Watching Wolverine, you get the sense that they weren't actually using a script and just had the actors improv things as they went along. The problem with that is that someone, for example, mentions an artificially constructed mutant killer and the filmmakers all slap their heads and work furiously to quickly add a mutant killer even though it really makes no sense. That also explains why some characters you thought were dead suddenly showed up. They probably just wandered onto the set and just made up the crazy explanations as to why they were still alive.

The sin of a stupid plot is hardly unique to Wolverine. Hell, Wolverine is a Mensa candidate when you compare it to Transformers. Whatever happened in Wolverine, it doesn't compare to the movie in which powerful, noble robots crossed the galaxy to complete their sacred mission of helping Shia LeBeouf outwit his parents and nail the hottest girl in school. The question is, as always with most high concept action films, does the movie's entertainment value overcome the gross stupidity of the writing? Let's find out.

The movie opens in the 1830s where we meet young James Howlett and a boy who turns out to be his half brother, Victor Creed. In a plot twist even Shakespeare wouldn't have touched, James ends up sprouting bone claws out of his hands and killing his own father. He and Victor run off into the night and grow up to become Hugh Jackman and Liev Schreiber. We see them fighting in every major American war over the next 150 years thanks to a wonderful collection of mutant powers that includes the bone claws (Victor sprouts them out of his fingers), animal senses and prowess and, the big one, a mutant healing ability that takes care of their wounds and stops them from aging. It even brings them back to life when they're executed after Victor gets the brilliant idea to kill a superior who tried to stop him from committing atrocities during Vietnam.

This brings them to the attention of William Stryker, an army major who's putting together a team of mutants to do army stuff. This is where Wolverine turns into a real name dropper. Any Marvel Comics mutant you didn't see in the three X-Men films shows up here. Were you always upset that you never got to see Gambit, Kestrel, Deadpool, Silverfox or Emma Frost? Well, fret away no more. This is like one of those historical movies where all the Founding Fathers make cameo appearances. You know, the characters are at some party and they befriend Benjamin Franklin who calls to another guy across the room, "Say Jefferson, how's that Declaration of Independence thing coming along?"

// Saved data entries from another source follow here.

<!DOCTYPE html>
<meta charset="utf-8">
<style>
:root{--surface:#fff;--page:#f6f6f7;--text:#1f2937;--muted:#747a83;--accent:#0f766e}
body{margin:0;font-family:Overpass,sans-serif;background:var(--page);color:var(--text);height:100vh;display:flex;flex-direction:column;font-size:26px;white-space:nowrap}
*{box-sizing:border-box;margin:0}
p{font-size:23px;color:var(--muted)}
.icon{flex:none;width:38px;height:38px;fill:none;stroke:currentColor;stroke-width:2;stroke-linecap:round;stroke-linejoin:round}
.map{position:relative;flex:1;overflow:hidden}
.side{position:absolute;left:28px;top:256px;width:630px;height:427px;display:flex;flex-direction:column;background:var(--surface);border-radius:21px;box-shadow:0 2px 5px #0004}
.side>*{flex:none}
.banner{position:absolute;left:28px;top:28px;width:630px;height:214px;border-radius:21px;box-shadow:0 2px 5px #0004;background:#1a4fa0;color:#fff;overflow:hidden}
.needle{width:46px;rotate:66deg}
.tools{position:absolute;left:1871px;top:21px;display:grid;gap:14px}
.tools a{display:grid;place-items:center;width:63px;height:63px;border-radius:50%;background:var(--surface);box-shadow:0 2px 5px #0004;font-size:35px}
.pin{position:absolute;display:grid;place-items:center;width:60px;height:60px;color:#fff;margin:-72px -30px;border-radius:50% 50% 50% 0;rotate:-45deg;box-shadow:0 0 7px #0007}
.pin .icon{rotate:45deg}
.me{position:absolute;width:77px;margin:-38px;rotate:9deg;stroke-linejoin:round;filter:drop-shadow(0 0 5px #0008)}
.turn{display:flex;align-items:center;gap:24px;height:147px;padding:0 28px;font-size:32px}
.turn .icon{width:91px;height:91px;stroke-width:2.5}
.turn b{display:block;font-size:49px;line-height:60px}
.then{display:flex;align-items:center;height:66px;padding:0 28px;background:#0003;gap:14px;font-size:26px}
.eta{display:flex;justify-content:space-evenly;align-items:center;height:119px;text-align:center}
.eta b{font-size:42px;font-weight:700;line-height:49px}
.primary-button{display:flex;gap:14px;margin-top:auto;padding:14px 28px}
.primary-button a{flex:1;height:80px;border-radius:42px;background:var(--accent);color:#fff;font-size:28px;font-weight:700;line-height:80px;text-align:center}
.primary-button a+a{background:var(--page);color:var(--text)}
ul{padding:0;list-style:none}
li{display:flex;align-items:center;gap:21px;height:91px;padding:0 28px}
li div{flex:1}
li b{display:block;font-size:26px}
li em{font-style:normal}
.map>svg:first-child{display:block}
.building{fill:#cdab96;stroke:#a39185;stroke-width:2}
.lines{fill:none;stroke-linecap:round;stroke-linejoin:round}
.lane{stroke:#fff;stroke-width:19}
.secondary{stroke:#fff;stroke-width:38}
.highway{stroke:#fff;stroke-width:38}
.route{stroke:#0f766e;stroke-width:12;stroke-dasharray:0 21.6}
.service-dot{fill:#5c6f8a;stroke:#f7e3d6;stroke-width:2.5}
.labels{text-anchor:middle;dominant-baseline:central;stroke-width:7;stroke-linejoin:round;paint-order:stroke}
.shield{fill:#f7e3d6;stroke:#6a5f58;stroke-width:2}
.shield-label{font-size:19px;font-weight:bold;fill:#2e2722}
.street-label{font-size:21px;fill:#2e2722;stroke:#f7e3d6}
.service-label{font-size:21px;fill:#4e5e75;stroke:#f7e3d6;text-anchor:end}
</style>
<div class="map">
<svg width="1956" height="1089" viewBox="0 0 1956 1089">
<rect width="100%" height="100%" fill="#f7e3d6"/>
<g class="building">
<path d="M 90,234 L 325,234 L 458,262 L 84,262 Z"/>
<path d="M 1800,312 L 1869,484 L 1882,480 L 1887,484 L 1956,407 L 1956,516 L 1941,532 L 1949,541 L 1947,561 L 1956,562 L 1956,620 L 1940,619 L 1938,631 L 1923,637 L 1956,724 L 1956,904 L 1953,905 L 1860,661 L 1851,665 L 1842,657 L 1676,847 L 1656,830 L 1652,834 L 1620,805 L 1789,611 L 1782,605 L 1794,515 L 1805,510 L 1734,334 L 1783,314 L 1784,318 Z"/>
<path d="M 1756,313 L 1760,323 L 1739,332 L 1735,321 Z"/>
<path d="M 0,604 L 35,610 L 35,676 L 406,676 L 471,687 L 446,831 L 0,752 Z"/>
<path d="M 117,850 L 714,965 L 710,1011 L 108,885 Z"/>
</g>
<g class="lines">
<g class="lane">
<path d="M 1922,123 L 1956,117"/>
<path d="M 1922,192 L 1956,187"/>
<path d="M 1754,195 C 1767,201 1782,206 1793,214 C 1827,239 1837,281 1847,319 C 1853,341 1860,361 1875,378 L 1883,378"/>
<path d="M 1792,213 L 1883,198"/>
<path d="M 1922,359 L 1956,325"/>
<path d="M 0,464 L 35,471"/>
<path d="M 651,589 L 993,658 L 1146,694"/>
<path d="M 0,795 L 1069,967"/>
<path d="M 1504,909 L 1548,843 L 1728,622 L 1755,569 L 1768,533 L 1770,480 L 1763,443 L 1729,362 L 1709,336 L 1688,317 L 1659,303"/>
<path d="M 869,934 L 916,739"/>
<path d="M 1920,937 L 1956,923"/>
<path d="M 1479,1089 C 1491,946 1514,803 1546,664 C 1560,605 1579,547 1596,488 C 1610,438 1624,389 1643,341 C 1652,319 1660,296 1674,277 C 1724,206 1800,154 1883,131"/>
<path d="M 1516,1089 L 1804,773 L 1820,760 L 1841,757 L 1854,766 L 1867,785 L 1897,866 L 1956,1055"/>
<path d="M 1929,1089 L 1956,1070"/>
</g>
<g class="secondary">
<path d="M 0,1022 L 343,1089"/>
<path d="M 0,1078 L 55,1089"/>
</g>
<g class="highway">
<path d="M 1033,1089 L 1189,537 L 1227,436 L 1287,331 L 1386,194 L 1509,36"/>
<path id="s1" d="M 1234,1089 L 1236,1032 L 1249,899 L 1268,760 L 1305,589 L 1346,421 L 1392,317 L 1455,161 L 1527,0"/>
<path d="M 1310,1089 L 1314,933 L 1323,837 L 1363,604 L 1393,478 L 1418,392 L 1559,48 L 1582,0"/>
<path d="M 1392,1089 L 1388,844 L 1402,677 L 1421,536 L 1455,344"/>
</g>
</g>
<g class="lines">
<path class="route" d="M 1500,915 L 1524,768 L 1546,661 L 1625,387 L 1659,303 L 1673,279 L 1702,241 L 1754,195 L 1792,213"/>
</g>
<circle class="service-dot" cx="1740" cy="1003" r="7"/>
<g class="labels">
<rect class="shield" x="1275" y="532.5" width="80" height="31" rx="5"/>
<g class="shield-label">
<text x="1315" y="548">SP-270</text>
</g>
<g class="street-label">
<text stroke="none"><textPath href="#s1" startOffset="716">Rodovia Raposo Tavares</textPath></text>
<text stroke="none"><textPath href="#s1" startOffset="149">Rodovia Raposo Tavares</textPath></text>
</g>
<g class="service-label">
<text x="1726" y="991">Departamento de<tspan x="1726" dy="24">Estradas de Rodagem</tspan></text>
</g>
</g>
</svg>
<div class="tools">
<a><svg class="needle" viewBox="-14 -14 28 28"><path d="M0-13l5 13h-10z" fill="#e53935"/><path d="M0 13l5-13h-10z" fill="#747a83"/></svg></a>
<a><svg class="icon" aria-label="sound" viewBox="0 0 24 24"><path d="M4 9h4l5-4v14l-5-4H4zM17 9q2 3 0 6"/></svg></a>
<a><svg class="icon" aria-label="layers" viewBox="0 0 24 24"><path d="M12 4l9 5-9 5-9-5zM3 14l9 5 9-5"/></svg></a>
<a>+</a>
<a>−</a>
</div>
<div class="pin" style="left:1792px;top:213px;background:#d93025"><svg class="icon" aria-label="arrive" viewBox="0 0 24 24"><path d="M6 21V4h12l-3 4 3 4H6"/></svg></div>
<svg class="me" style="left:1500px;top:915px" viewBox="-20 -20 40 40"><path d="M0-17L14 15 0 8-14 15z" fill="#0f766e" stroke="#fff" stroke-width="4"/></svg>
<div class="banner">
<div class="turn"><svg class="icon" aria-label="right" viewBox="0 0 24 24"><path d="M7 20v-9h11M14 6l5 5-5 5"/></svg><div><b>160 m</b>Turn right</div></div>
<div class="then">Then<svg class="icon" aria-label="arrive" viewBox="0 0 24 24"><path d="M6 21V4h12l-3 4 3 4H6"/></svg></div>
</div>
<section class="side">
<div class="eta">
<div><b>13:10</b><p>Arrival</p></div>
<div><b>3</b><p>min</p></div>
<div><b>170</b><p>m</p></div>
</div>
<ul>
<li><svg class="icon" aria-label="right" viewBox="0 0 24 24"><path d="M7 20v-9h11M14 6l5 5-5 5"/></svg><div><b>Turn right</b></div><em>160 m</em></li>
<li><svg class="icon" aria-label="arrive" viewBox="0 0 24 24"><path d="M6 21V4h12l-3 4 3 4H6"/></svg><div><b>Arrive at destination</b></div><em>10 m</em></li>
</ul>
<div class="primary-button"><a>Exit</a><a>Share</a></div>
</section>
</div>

Anyway, if you're thinking that a guy willing to hire people who'd received the death penalty for war crimes might himself not be a very nice guy, you'd be right. Stryker leads his team to one of those African diamond mines run by slave labor to look for the source of some mysterious metal. When the villagers say sorry, we can't tell you where it is cause it's on sacred ground, Stryker orders the village wiped out. Victor's more than happy to wipe out innocent people but James (now also known as Logan) gets all picky about it and walks off in a huff, thus setting off the classic comic book plot dynamic in which close allies become arch foes.

So far, the movie's not too bad. The plot up to this point is fairly simple and straightforward and is a good frame upon which to hang action scenes and pretty explosions and, when people do crazy stunts that should shatter their spines, it's perfectly reasonable that they can get right back up because they have super powers. The problem is that, from this point on, madness lies. A bazillion different characters show up, sometimes out of nowhere. There are double, triple and quadruple crosses. It's hard to keep track after a while of who's friends and enemies with who and why anybody is doing what they're doing. Oh, if I may give a tip to the characters, if you are in a movie where someone has the mutant ability to hypnotize through touch, YOU MIGHT WANT TO NOT LET THAT PERSON TOUCH YOU.

And thus, we are brought back to, "The question is, as always with most high concept action films, does the movie's entertainment value overcome the gross stupidity of the writing?" The answer is no, oh no, Lordy Lord no. You might be entertained by the explosions and fights and Logan jumping onto a helicopter but it offers nothing more than that and even that isn't well done even by standards of previous X-Men movies. I personally found myself wondering why I had passed up what must comparatively have been the sheer awesomeness of Ghosts of Girlfriends Past, a movie that I think is the 1 millionth ripoff of A Christmas Carol, for this.